Guard and Capybara's save_and_open_page

I noticed a problem while running Guard where it would appear to malfunction and become unresponsive. The tests would still run or at least complete (according to growl), but I wouldn’t see errors and the guard prompt would never return. I wasn’t sure quite why this was happening. Here’s a sample of what would come up:

Running tests with args ["--drb", "-f", "progress", "-r", "/Users/michael/.rvm/gems/ruby-1.9.3-p392/gems/guard-rspec-1.2.1/lib/guard/rspec/formatters/notification_rspec.rb", "-f", "Guard::RSpec::Formatter::NotificationRSpec", "--out", "/dev/null", "--failure-exit-code", "2", "spec/requests/trick_pages_spec.rb"]...
.........................Done.

It would hang here indefinitely, but would apparently still be working because it would run tests on save (growl notified me). It wasn’t clear initially that this was due to me using Capybara’s save_and_open_page but I am fairly convinced that this is why. Here is my relevant installed gems:

Using capybara (1.1.2)
Using guard (1.6.2)
Using guard-livereload (1.3.0)
Using guard-rspec (1.2.1)
Using spork (0.9.2)
Using guard-spork (1.5.0)
Using rspec-core (2.11.1)
Using rspec-expectations (2.11.3)
Using rspec-mocks (2.11.3)
Using rspec (2.11.0)
Using rspec-rails (2.11.0)

According to this SO question and this github issue STDOUT and STDERR are being switched by capybara, therefore Guard is no longer outputting to the terminal.

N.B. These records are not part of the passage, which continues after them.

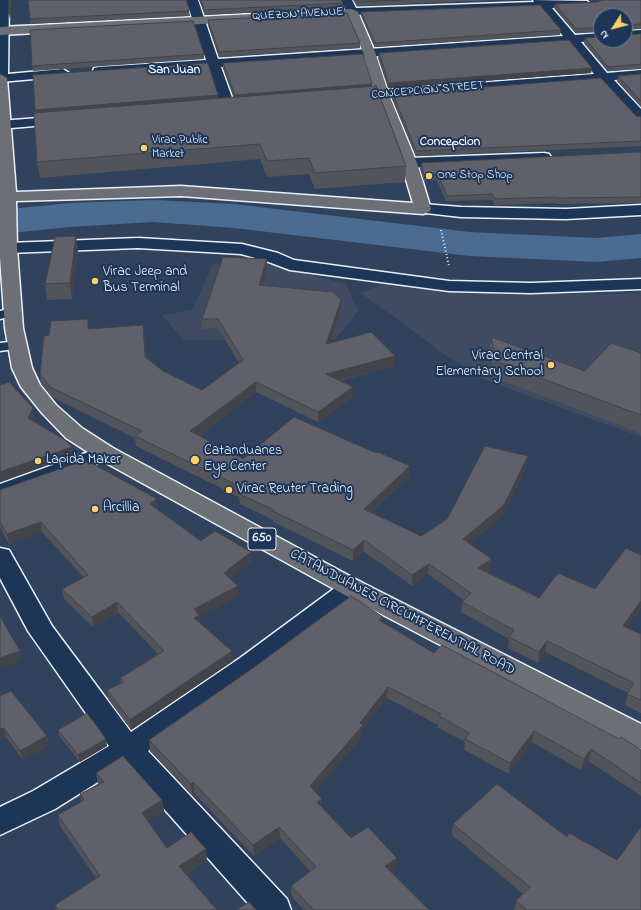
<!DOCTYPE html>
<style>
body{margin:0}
#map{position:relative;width:641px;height:910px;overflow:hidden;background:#31425d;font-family:"Indie Flower",sans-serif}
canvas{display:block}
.north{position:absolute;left:593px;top:8px;width:40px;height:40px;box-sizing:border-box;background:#1d3557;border:1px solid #6e8097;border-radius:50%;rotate:234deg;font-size:11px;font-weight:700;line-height:16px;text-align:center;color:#e8f1f8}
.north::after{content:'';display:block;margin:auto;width:14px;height:18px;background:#ffd166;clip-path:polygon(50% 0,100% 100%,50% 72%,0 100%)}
</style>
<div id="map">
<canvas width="641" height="910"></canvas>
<div class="north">N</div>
</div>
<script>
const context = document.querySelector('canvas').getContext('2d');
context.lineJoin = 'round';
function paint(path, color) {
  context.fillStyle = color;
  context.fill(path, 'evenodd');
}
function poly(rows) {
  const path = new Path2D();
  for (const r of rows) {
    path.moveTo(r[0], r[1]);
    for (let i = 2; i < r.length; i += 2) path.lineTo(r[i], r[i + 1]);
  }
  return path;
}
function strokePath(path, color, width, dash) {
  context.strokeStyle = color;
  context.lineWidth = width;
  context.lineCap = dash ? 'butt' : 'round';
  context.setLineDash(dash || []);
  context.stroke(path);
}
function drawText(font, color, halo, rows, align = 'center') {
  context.font = font + ' "Indie Flower",sans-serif';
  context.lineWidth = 4;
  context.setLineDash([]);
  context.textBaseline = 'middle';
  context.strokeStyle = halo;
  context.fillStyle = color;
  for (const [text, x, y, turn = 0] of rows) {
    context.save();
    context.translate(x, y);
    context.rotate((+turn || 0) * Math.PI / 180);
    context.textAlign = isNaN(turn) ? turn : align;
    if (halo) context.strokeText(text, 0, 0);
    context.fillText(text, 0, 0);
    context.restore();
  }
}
const built = poly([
 [213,264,272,265,346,284,358,311,336,339,183,340,162,315,192,310],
 [389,282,455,292,619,294,641,292,641,437,483,379,439,351,407,326,360,293]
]);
const river = poly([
 [153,200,234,204,470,232,596,238,641,234,641,258,596,262,470,256,234,228,153,222,70,227,0,234,0,210,70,203,153,200]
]);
const path = poly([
 [441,230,449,266]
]);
const service = poly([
 [12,308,16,309,18,312,16,315,0,319,0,311,12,308],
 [17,341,23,345,21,348,0,351,0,343,17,341]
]);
const minor = poly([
 [0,0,9,0,8,74,63,69,69,73,68,76,0,82,0,0],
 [186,0,198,0,218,59,563,36,540,8,352,15,348,14,340,0,352,0,356,8,534,2,533,0,587,1,589,3,587,5,583,6,552,8,575,35,601,33,601,40,603,40,581,42,607,73,641,70,641,78,614,80,641,109,641,121,636,120,601,81,359,100,354,99,352,96,354,93,359,92,594,74,569,43,221,67,235,106,233,109,228,110,223,109,221,106,208,67,94,74,93,71,94,68,99,67,206,60,186,0],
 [641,30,641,38,625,39,625,31,641,30],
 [64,116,69,117,71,120,69,123,0,129,0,121,64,116],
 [544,153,549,154,551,157,549,160,409,168,404,166,401,163,404,160,409,158,544,153],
 [138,238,242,244,278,253,294,260,449,281,531,283,641,279,641,289,531,293,449,291,290,270,266,261,241,254,138,248,8,253,2,252,0,249,2,244,8,243,138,238],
 [105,446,113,448,116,453,113,458,0,499,0,484,105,446],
 [0,548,9,550,52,626,131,732,240,658,343,582,352,579,361,582,365,588,361,594,260,672,148,751,287,899,291,910,254,910,125,765,55,809,0,835,0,807,33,791,109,746,28,631,0,578,0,548]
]);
const tertiary = poly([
 [423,204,461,207,566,209,641,205,641,215,566,219,461,217,417,212,415,209,417,206,423,204]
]);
const primary = poly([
 [352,9,358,12,375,52,389,95,417,163,431,209,429,212,423,214,181,196,16,201,17,248,23,328,32,368,40,385,56,405,82,428,113,448,361,582,641,724,641,749,631,745,343,594,97,458,66,438,42,413,21,387,12,368,5,328,0,257,0,74,7,78,16,192,181,186,413,203,401,163,375,95,363,52,348,16,0,35,0,27,352,9]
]);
const wall = poly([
 [199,0,341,0,343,3,343,8,205,15],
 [353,0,500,0,357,6],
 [641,0,641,29,625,30,625,16,601,16,601,32,576,33,554,8,555,4],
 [189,11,190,16,30,24,30,19],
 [361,12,561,30,560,35,375,47,361,16],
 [208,20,360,43,360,48,219,57,208,25],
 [641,34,641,69,608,71,584,43,585,38],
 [379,53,592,68,591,73,388,88,378,58],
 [204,54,204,59,33,71,32,66],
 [223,63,372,84,372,86,406,166,405,182,315,189,309,174,267,177,260,159,40,178,37,162,35,110,218,95,218,98,234,97,223,68],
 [641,74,641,107,617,81,618,76],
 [393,94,641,117,641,147,641,146,416,156,392,99],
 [641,152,641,203,556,204,555,203,494,205,492,200,446,201,437,180,424,181,420,169,421,163],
 [76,236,78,252,72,299,47,300,45,284],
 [267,259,267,269,262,285,341,300,341,310,329,343,395,356,394,366,340,381,353,397,318,422,256,392,199,436,243,459,376,453,410,466,410,476,371,513,421,536,526,467,503,516,469,544,492,559,490,569,487,572,539,598,627,628,641,634,641,713,625,705,628,693,545,652,538,663,508,648,509,639,461,612,462,602,464,600,428,574,412,586,363,551,353,561,273,522,273,520,240,504,239,497,136,446,135,438,52,397,41,384,40,374,49,335,90,329,144,335,146,357,163,371,202,390,239,363,218,328,202,329,202,319],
 [491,337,585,371,641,353,641,435,639,434,640,433,495,378,489,353],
 [87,462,158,508,157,509,201,541,252,561,230,578,239,596,199,617,200,623,233,661,131,730,108,699,107,690,121,683,120,678,158,654,118,612,93,627,64,599,62,589,84,578,42,532,9,544,0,528,0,490],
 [383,617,383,623,434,653,619,739,641,750,641,796,588,761,581,770,532,742,509,774,464,750,465,742,438,728,438,725,387,698,363,729,363,736,315,791,322,808,351,838,396,869,391,872,429,910,304,910,292,897,291,886,310,871,280,838,254,856,194,793,192,795,150,751,149,740],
 [11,691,47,736,49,745,23,760,6,737,0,739],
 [58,730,107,746,80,762,59,736],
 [96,773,162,800,164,811,147,821,167,848,207,860,186,874,217,910,56,910,55,905,96,878,60,826,58,815,81,802,80,794,99,785,98,784],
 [453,824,567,837,617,860,641,910,514,910,516,901,523,894,452,835]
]);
const shadedWall = poly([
 [11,0,13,0,10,19,9,14],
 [592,68,591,73,388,88,389,83],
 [372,84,372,90,235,100,235,95],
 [218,95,218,102,36,117,35,110],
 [76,236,78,252,72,299,70,283],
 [267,259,267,269,260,295,259,285],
 [341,300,341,310,326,354,326,344],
 [88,319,90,329,88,329],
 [395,356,394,366,326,384,326,374],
 [256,382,256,392,191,442,190,431],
 [353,387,353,397,318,422,318,412],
 [33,408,35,417,29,427,28,418],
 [72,447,73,456,0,482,0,472],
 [528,456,526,467,503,516,462,550,463,539],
 [410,466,410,476,364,520,364,509],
 [157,499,158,508,151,513,150,504],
 [41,522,42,532,9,544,7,534],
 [364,540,363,551,353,561,353,550],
 [251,552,252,561,225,582,224,573],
 [492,559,490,569,477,578,478,568],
 [429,564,428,574,412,586,412,575],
 [238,586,239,596,199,617,200,624,195,627,194,609],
 [641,601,641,608,621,637,623,626],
 [117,602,118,612,93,627,92,617],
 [383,617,382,628,379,620],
 [547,641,545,652,538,663,539,652],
 [20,651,22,660,0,669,0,658],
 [232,651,233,661,131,730,130,720],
 [388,687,387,698,363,729,363,736,310,797,310,786],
 [4,728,6,737,0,739,0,729],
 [534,731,532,742,509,774,510,763],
 [47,736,49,745,23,760,20,751],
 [106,739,107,746,80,762,78,755],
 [591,749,588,761,581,770,584,759],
 [193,782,194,793,192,795,191,784],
 [322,799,322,810,317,802],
 [162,800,164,811,143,824,142,813],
 [279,827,280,838,254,856,253,845],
 [206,849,207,860,181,877,179,866],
 [397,858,396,869,385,876,385,866]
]);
const building = poly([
 [9,0,11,0,9,14,9,0],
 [28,0,186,0,189,11,30,19,28,0],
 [201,0,341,0,343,3,204,10,201,0],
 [356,0,401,0,357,2,356,0],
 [602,0,641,0,641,24,625,25,625,16,601,16,601,27,576,29,555,4,598,2,602,0],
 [540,5,561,30,375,43,361,12,540,5],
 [347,13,360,43,219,52,208,20,347,13],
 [193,21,204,54,32,66,30,30,193,21],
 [641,34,641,64,608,67,585,38,601,37,601,40,625,40,625,35,641,34],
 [569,40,592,68,389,83,379,53,569,40],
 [363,54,372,84,235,95,223,63,363,54],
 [208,63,218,95,35,110,33,75,208,63],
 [641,74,641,101,618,76,641,74],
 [601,78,636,116,641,117,641,141,416,151,393,94,601,78],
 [376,86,406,166,315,173,309,158,267,161,260,144,37,162,34,113,376,86],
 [641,152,641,197,557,198,556,197,495,199,492,194,447,196,438,174,424,175,421,163,641,152],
 [76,236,70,283,45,284,55,237,76,236],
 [223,257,267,259,259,285,333,292,341,300,326,344,371,332,395,356,326,374,353,387,318,412,256,382,190,431,243,459,294,417,376,453,378,452,410,466,364,509,421,536,447,519,485,446,528,456,504,505,463,539,492,559,478,568,539,598,558,573,595,589,626,548,641,555,641,601,623,626,641,634,641,700,627,694,634,683,547,641,539,652,509,637,514,630,462,602,471,593,429,564,412,575,364,540,353,550,273,511,274,510,239,494,239,486,135,436,142,431,50,387,40,374,44,336,49,335,51,321,88,319,88,329,143,325,145,357,163,371,202,390,243,360,218,319,202,319,223,257],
 [491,337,585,371,611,343,641,353,641,415,497,362,491,337],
 [9,382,33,408,28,418,65,440,72,447,0,472,0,385,9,382],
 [85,460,87,462,88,461,157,499,150,504,201,541,215,531,251,552,224,573,238,586,194,609,199,615,194,618,232,651,130,720,107,690,124,682,120,678,164,651,117,602,92,617,62,589,88,575,41,522,7,534,0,522,0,490,85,460],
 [351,596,383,617,379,620,434,653,442,645,619,739,621,737,641,750,641,783,591,749,584,759,534,731,510,763,465,739,469,733,439,716,441,714,388,687,360,723,363,725,310,786,322,799,317,802,351,838,368,827,397,858,385,866,429,910,314,910,291,886,316,867,279,827,253,845,193,782,191,784,149,740,253,668,351,596],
 [0,616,20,651,0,658,0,616],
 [11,691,47,736,20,751,4,728,0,729,0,696,11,691],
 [87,713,106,739,78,755,58,730,87,713],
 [123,756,162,800,142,813,167,848,191,832,206,849,179,866,217,910,58,910,55,905,100,876,58,815,84,800,80,794,104,782,96,773,123,756],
 [497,784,567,837,569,833,617,860,641,827,641,910,527,910,516,901,530,887,453,824,497,784],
 [249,902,256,910,236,910,249,902]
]);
const markers = [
 [144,148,4,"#ffd166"],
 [429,176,4,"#ffd166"],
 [95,281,4,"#ffd166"],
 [551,365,4,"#ffd166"],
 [195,460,5,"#ffd166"],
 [38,461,4,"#ffd166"],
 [229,490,4,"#ffd166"],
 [95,509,4,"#ffd166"]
];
const farStreetnames = [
 ["QUEZON AVENUE",298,15,-3],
 ["CONCEPCION STREET",428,91,-5]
];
const farPoinames = [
 ["Virac Public",152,141],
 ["Market",152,155],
 ["One Stop Shop",437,176]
];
const farQuarternames = [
 ["San Juan",174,71],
 ["Concepcion",450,143]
];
const shields = [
 [262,539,28]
];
const shieldNames = [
 ["650",262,539]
];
const poiNames = [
 ["Virac Jeep and",103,273],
 ["Bus Terminal",103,289],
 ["Virac Central",543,357,"right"],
 ["Elementary School",543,373,"right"],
 ["Catanduanes",204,452],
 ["Eye Center",204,468],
 ["Lapida Maker",46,461],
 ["Virac Reuter Trading",237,490],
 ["Arcillia",103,509]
];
const streetNames = [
 ["CATANDUANES CIRCUMFERENTIAL ROAD",402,613,28]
];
paint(built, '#3f4b61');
paint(river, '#4b6b91');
strokePath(service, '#e8f1f8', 3);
strokePath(minor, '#e8f1f8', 3);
strokePath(tertiary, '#e8f1f8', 3);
strokePath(primary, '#e8f1f8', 3);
strokePath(path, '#e8f1f8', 2, [1, 2.5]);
paint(service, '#1d3557');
paint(minor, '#1d3557');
paint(tertiary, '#1d3557');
paint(primary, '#6c6f75');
paint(wall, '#53535b');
paint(shadedWall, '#43434a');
paint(building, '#60606a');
strokePath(building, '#43434a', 1);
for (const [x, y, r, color] of markers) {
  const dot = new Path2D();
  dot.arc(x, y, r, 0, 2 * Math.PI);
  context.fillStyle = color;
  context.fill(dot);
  strokePath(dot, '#1d3557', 1.5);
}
drawText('12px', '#e8f1f8', '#1d3557', farStreetnames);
drawText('12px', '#e8f1f8', '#1d3557', farPoinames, 'left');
drawText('bold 13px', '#e8f1f8', '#1d3557', farQuarternames);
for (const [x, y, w] of shields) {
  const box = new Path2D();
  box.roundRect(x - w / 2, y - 11, w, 22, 3);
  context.fillStyle = '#1d3557';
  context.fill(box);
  strokePath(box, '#e8f1f8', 1);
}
drawText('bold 13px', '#e8f1f8', null, shieldNames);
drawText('14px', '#e8f1f8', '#1d3557', poiNames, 'left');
drawText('14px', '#e8f1f8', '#1d3557', streetNames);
</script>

The SO gives the answer, but isn’t quite clear about where the solution should go. Also, it includes the STDOUT, STDERR line which I omitted because it doesn’t appear to actually fix the issue and instead generates a bunch of constant overwriting warnings. So, add this to “spec_helper” in your spec directory:

RSpec.configure do |config|
  config.before(:each) do
    @old_stdout, @old_stderr = STDOUT, STDERR
  end

  config.after(:each) do
    $stdout, $stderr = @old_stdout, @old_stderr
  end
end

And guard will now function happily. As a final note, you can put this before and after blocks in your individual test files (where you use save_and_open_page) if you want to reduce the theoretical overhead of doing this on every test.